Long before this piece of music became the spliced together sound for every trailer or forthcoming movie clip, it was a heartbreaking wall of music- simple, refined, then suddenly violent. I could listen to it over and over.... if only it didn't depress me so much. Still, any piece of music that can instill that much power has gotta be doing something right.

Tuesday, September 01, 2009

Why Being A Cinephile (and blogger) Matters

Piper over at Lazy Eye Theatre recently tagged me for one of these crazy memes going around. The question, initially posed at Cinema Styles is why does being a cinephile matter? Not a Democrat, or Republican, or liberal... but the only thing that really seems to give me calm these days- a lover of movies. A few things I've learned in the past 3 years since starting this humble little word space:

1. My love for movies like "Laws of Gravity" or "Wonderland" continues to grow each and every time I recommend it to someone on a blog.

2. The world is a supremely connected place. I've communicated with friends far and wide.... been given previously unavailable movies out of the goodness of a cinephile's own heart.... and discovered a few titles here and there. Conversely, my Netflix queue will probably never get below 200.

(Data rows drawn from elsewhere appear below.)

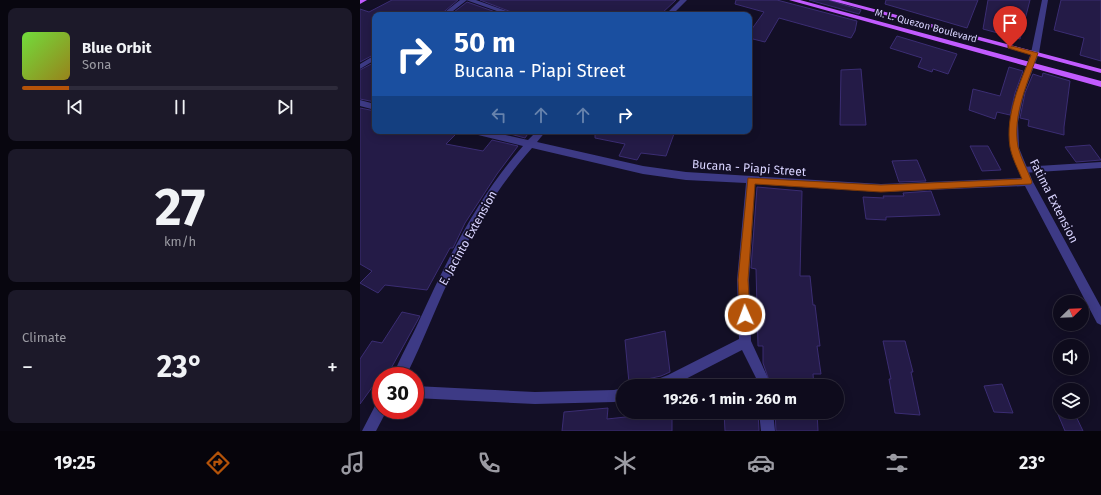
<!DOCTYPE html>
<html lang="en">
<head>
<meta charset="utf-8">
<style>
  :root { --surface:#0e0b1c; --page:#1c1929; --text:#f1f3f6; --muted:#9b9ba3; --line:#2e2b3b; --accent:#b45309 }
  body { margin:0; font-family:"Fira Sans",sans-serif; background:var(--page); color:var(--text); height:100vh; display:flex; flex-direction:column; font-size:15px; white-space:nowrap }
  * { box-sizing:border-box; margin:0 }
  p { font-size:13px; color:var(--muted) }
  .icon { flex:none; width:22px; height:22px; fill:none; stroke:currentColor; stroke-width:2; stroke-linecap:round; stroke-linejoin:round }
  .map { position:relative; flex:1; overflow:hidden }
  .side { display:flex; flex-direction:column; gap:8px; padding:8px; background:#08060f; width:360px }
  .side>* { flex:none }
  .guide { position:absolute; left:12px; top:12px; width:380px; height:122px; border-radius:8px; box-shadow:0 2px 10px #0003,0 0 0 1px var(--line); background:#1a4fa0; color:#fff; overflow:hidden }
  .needle { width:26px; rotate:67deg }
  .buttons { position:absolute; left:693px; top:295px; display:grid; gap:8px }
  .buttons a { display:grid; place-items:center; width:36px; height:36px; border-radius:50%; background:var(--surface); box-shadow:0 2px 10px #0003,0 0 0 1px var(--line); font-size:20px }
  .speed { position:absolute; left:12px; top:367px; display:flex; gap:8px; font-size:20px; font-weight:700; text-align:center }
  .speed>* { display:grid; place-content:center; width:52px; height:52px; border-radius:50%; background:var(--surface); box-shadow:0 2px 10px #0003,0 0 0 1px var(--line); line-height:1 }
  .speed .limit { border:6px solid #d22; background:#fff; color:#111 }
  .pin { position:absolute; display:grid; place-items:center; width:34px; height:34px; color:#fff; margin:-41px -17px; border-radius:50% 50% 50% 0; rotate:-45deg; box-shadow:0 0 4px #0007 }
  .pin .icon { rotate:45deg }
  .me { position:absolute; width:44px; margin:-22px; rotate:358deg; stroke-linejoin:round; filter:drop-shadow(0 0 3px #0008) }
  .turn { display:flex; align-items:center; gap:14px; height:84px; padding:0 16px; font-size:18px }
  .turn .icon { width:52px; height:52px; stroke-width:2.5 }
  .turn b { display:block; font-size:28px; line-height:34px }
  .lanes { display:flex; align-items:center; height:38px; padding:0 16px; background:#0003; justify-content:center; gap:20px; direction:ltr }
  .lanes .off { opacity:.35 }
  .big { font-size:30px; font-weight:700; line-height:1.1 }
  .side .tile { flex:1; display:flex; flex-direction:column; justify-content:center; gap:6px; min-width:0; padding:0 14px; border-radius:8px; background:var(--page) }
  .side .dial { align-items:center; gap:0 }
  .dial b { font-size:52px; line-height:1 }
  .song { display:flex; align-items:center; gap:12px }
  .cover { width:48px; height:48px; border-radius:6px; background:linear-gradient(135deg,hsl(100 70% 55%),hsl(50 70% 35%)) }
  .played { height:4px; border-radius:2px; background:linear-gradient(90deg,var(--accent) 15%,var(--line) 15%) }
  .keys { display:flex; justify-content:space-around; direction:ltr }
  .heat { display:flex; justify-content:space-between; align-items:center; font-size:22px; direction:ltr }
  .trip { position:absolute; left:256px; top:379px; width:228px; height:40px; border-radius:20px; background:var(--surface); box-shadow:0 2px 10px #0003,0 0 0 1px var(--line); font-weight:700; line-height:40px; text-align:center }
  .dock { display:flex; height:64px; justify-content:space-around; align-items:center; background:#06040b; color:var(--muted) }
  .dock .icon { width:28px; height:28px }
  .dock .selected { color:var(--accent) }
  .dock b { font-size:18px; color:var(--text) }
  main { display:flex; flex:1; min-height:0 }
  .map>svg:first-child { display:block }
  .building { fill:#241b47; stroke:#3b2d73 }
  .lines { fill:none; stroke-linecap:round; stroke-linejoin:round }
  .lane { fill:#3d3a85; fill-rule:evenodd }
  .street { fill:#3d3a85; fill-rule:evenodd }
  .primary { fill:#c25bff; fill-rule:evenodd }
  .route { fill:#b45309; stroke:#753606 }
  .labels { text-anchor:middle; dominant-baseline:central; stroke-width:3.5; stroke-linejoin:round; paint-order:stroke }
  .far-street-label { font-size:10px; fill:#d9d4ff; stroke:#130f26 }
  .street-label { font-size:12px; fill:#d9d4ff; stroke:#130f26 }
</style>
</head>
<body>
<main>
<section class="side">
<div class="tile">
<div class="song"><i class="cover"></i><div><b>Blue Orbit</b><p>Sona</p></div></div>
<div class="played"></div>
<div class="keys"><svg class="icon" aria-label="previous" viewBox="0 0 24 24"><path d="M18 5L8 12l10 7zM5 5v14"/></svg><svg class="icon" aria-label="pause" viewBox="0 0 24 24"><path d="M8 5v14M16 5v14"/></svg><svg class="icon" aria-label="next" viewBox="0 0 24 24"><path d="M6 5l10 7-10 7zM19 5v14"/></svg></div>
</div>
<div class="tile dial"><b>27</b><p>km/h</p></div>
<div class="tile"><p>Climate</p>
<div class="heat"><a>−</a><b class="big">23°</b><a>+</a></div>
</div>
</section>
<div class="map">
<svg width="741" height="431" viewBox="0 0 741 431">
  <rect width="100%" height="100%" fill="#130f26"/>
  <!-- building -->
  <path class="building" d="M32,0H98L80,15H15V54L0,62V9L9,12Z
    M120,0H316L300,15H159Z
    M376,0H417L497,21L495,31L491,38L419,18L405,42L389,38V33L404,12L375,4Z
    M449,0H468L501,10L499,14Z
    M526,0H618L607,28L525,4Z
    M628,0H670L660,39L623,29Z
    M701,0H741V61L720,55L724,38L694,30Z
    M107,2L144,15H90Z
    M537,36L597,54L588,74L573,69L572,72L558,67L562,58L530,48Z
    M15,62V102L0,99V70Z
    M649,67L663,71L655,93L650,115L637,112L635,119L609,110L613,89L640,96Z
    M501,69L506,125H480L481,70Z
    M683,73L710,81L704,127V135L668,126L669,120L660,118L665,93L673,74L682,77Z
    M0,108L15,111V131H99L86,144L123,151L132,140L158,146L137,174L105,223L93,248H90L67,290L25,285L18,293L0,283L12,271L0,264Z
    M139,131H170L165,138Z
    M235,131H315L306,156L281,153L277,160L259,156L265,144L235,138Z
    M730,145L741,160L716,162L705,147Z
    M610,146H628L641,170L622,171Z
    M557,160L566,181L539,182L532,161Z
    M397,187L442,191L440,276H450L453,305H455L460,346H457L461,374H453L454,386H411L403,363V346H398L396,269L391,268Z
    M571,191L580,215L526,217V220L506,219L503,197L524,198L523,196H544L543,193Z
    M42,312L60,316L29,372L24,371L0,404V359L12,341L22,343Z
    M305,331L310,372L301,376L269,383L265,340Z
    M523,341H545L553,372H551L560,415L535,413L529,379H531Z
    M395,380L396,386H362V383Z
    M642,384L653,413L634,412L624,386Z
    M248,408L247,419L312,412V431H202L204,412Z
    M364,412H398L399,431H365Z
    M415,412H457L458,431H416Z
    M697,412H714L723,431H705Z"/>
  <g class="lines">
    <!-- lane -->
    <path class="lane" d="M100,0H107L88,15H81Z
      M15,55V60L0,69V64Z
      M741,162V168L662,173L658,170L662,167Z"/>
    <!-- street -->
    <path class="street" d="M106,0H116L158,15H148Z
      M320,0H327L312,15H305Z
      M682,0H688L679,53L664,93L658,122L659,148L673,182L741,307V325L737,323L665,186L521,192L395,184L389,280L391,341L408,378L410,386H398V382L382,350L312,386H288L290,382L308,375L379,339L377,280L386,183L326,180L283,174L172,148C141,183 116,223 96,265C78,301 64,340 46,376H33C40,357 51,339 59,321C88,258 117,198 163,146L114,134L110,131H128L168,140L177,131H186L177,142L283,166L326,172L521,184L662,178L651,148L650,122L656,93L671,53Z
      M0,100L15,104V110L0,106Z
      M55,386L175,392L254,390L263,388V400L254,402L175,404L55,398Z
      M21,402V410H27L16,431H2L16,404Z
      M399,412H413L415,431H401Z"/>
    <!-- primary -->
    <path class="primary" d="M0,0H7L0,4Z
      M429,0H440L741,81V87Z
      M469,0H480L741,69V73Z"/>
  </g>
  <!-- route -->
  <path class="route" d="M648,45L678,53C668,82 652,115 658,147C661,159 668,171 672,182L671,184L521,192L395,184L388,280L390,315L389,318L385,320L381,318L380,315L378,280L388,178L521,185L662,179C658,169 652,158 650,147C645,115 660,83 671,55L648,48Z"/>
  <g class="labels">
    <!-- far-street labels -->
    <g class="far-street-label">
      <text transform="translate(566 26) rotate(15)">M. L. Quezon Boulevard</text>
    </g>
    <!-- street labels -->
    <g class="street-label">
      <text transform="translate(389 168) rotate(4)">Bucana - Piapi Street</text>
      <text transform="translate(694 201) rotate(63)">Fatima Extension</text>
      <text transform="translate(108 238) rotate(-61)">E. Jacinto Extension</text>
    </g>
  </g>
</svg>
<div class="buttons">
<a><svg class="needle" viewBox="-14 -14 28 28"><path d="M0-13l5 13h-10z" fill="#e53935"/><path d="M0 13l5-13h-10z" fill="#9b9ba3"/></svg></a>
<a><svg class="icon" aria-label="sound" viewBox="0 0 24 24"><path d="M4 9h4l5-4v14l-5-4H4zM17 9q2 3 0 6"/></svg></a>
<a><svg class="icon" aria-label="layers" viewBox="0 0 24 24"><path d="M12 4l9 5-9 5-9-5zM3 14l9 5 9-5"/></svg></a>
</div>
<div class="speed"><div class="limit">30</div></div>
<div class="pin" style="left:650px;top:47px;background:#d93025"><svg class="icon" aria-label="arrive" viewBox="0 0 24 24"><path d="M6 21V4h12l-3 4 3 4H6"/></svg></div>
<svg class="me" style="left:385px;top:315px" viewBox="-20 -20 40 40"><circle r="17" fill="#b45309" stroke="#fff" stroke-width="3"/><path d="M0-11L8 9 0 5-8 9z" fill="#fff"/></svg>
<div class="trip">19:26 · 1 min · 260 m</div>
<div class="guide">
<div class="turn"><svg class="icon" aria-label="right" viewBox="0 0 24 24"><path d="M7 20v-9h11M14 6l5 5-5 5"/></svg><div><b>50 m</b>Bucana - Piapi Street</div></div>
<div class="lanes"><svg class="icon off" aria-label="left" viewBox="0 0 24 24"><path d="M17 20v-9H6M10 6l-5 5 5 5"/></svg><svg class="icon off" aria-label="ahead" viewBox="0 0 24 24"><path d="M12 20V5M6 11l6-6 6 6"/></svg><svg class="icon off" aria-label="ahead" viewBox="0 0 24 24"><path d="M12 20V5M6 11l6-6 6 6"/></svg><svg class="icon" aria-label="right" viewBox="0 0 24 24"><path d="M7 20v-9h11M14 6l5 5-5 5"/></svg></div>
</div>
</div>
</main>
<nav class="dock">
<b>19:25</b>
<svg class="icon selected" aria-label="directions" viewBox="0 0 24 24"><path d="M12 3l9 9-9 9-9-9zM9 14v-3h6M13 9l2 2-2 2"/></svg>
<svg class="icon" aria-label="music" viewBox="0 0 24 24"><path d="M9 18V5l10-2v13"/><circle cx="6" cy="18" r="3"/><circle cx="16" cy="16" r="3"/></svg>
<svg class="icon" aria-label="phone" viewBox="0 0 24 24"><path d="M5 4h4l2 5-3 2q2 4 5 5l2-3 5 2v4C11 20 4 13 5 4z"/></svg>
<svg class="icon" aria-label="climate" viewBox="0 0 24 24"><path d="M12 3v18M4 7l16 10M4 17L20 7"/></svg>
<svg class="icon" aria-label="car" viewBox="0 0 24 24"><path d="M5 17H2v-5l4-1 3-4h7l3 4 3 1v5h-3M9 17h6M6 11h13"/><circle cx="7" cy="17" r="2"/><circle cx="17" cy="17" r="2"/></svg>
<svg class="icon" aria-label="filters" viewBox="0 0 24 24"><path d="M4 7h16M4 17h16"/><circle cx="9" cy="7" r="2"/><circle cx="15" cy="17" r="2"/></svg>
<b>23°</b>
</nav>
</body>
</html>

3. I love the Pandora's box that opens up through blogs. One site leads to another... and another that invests its time only in obscure 70's VHS box covers... and another dedicated solely to reviewing spy films.... and yet another that features an interview with some obscure 60's character actor. The universe is endless with possibilities.

4. Sometimes, a blogger says (and means) more in 100 words than any film critic with 2000 words can muster.

5. And, most importantly, its just nice to connect with so many people on a basic level of shared enthusiasm and divergent viewpoints. Whether the blogs go the way of the old newsboards or not, I don't know. But for right now, they're here and they matter to me.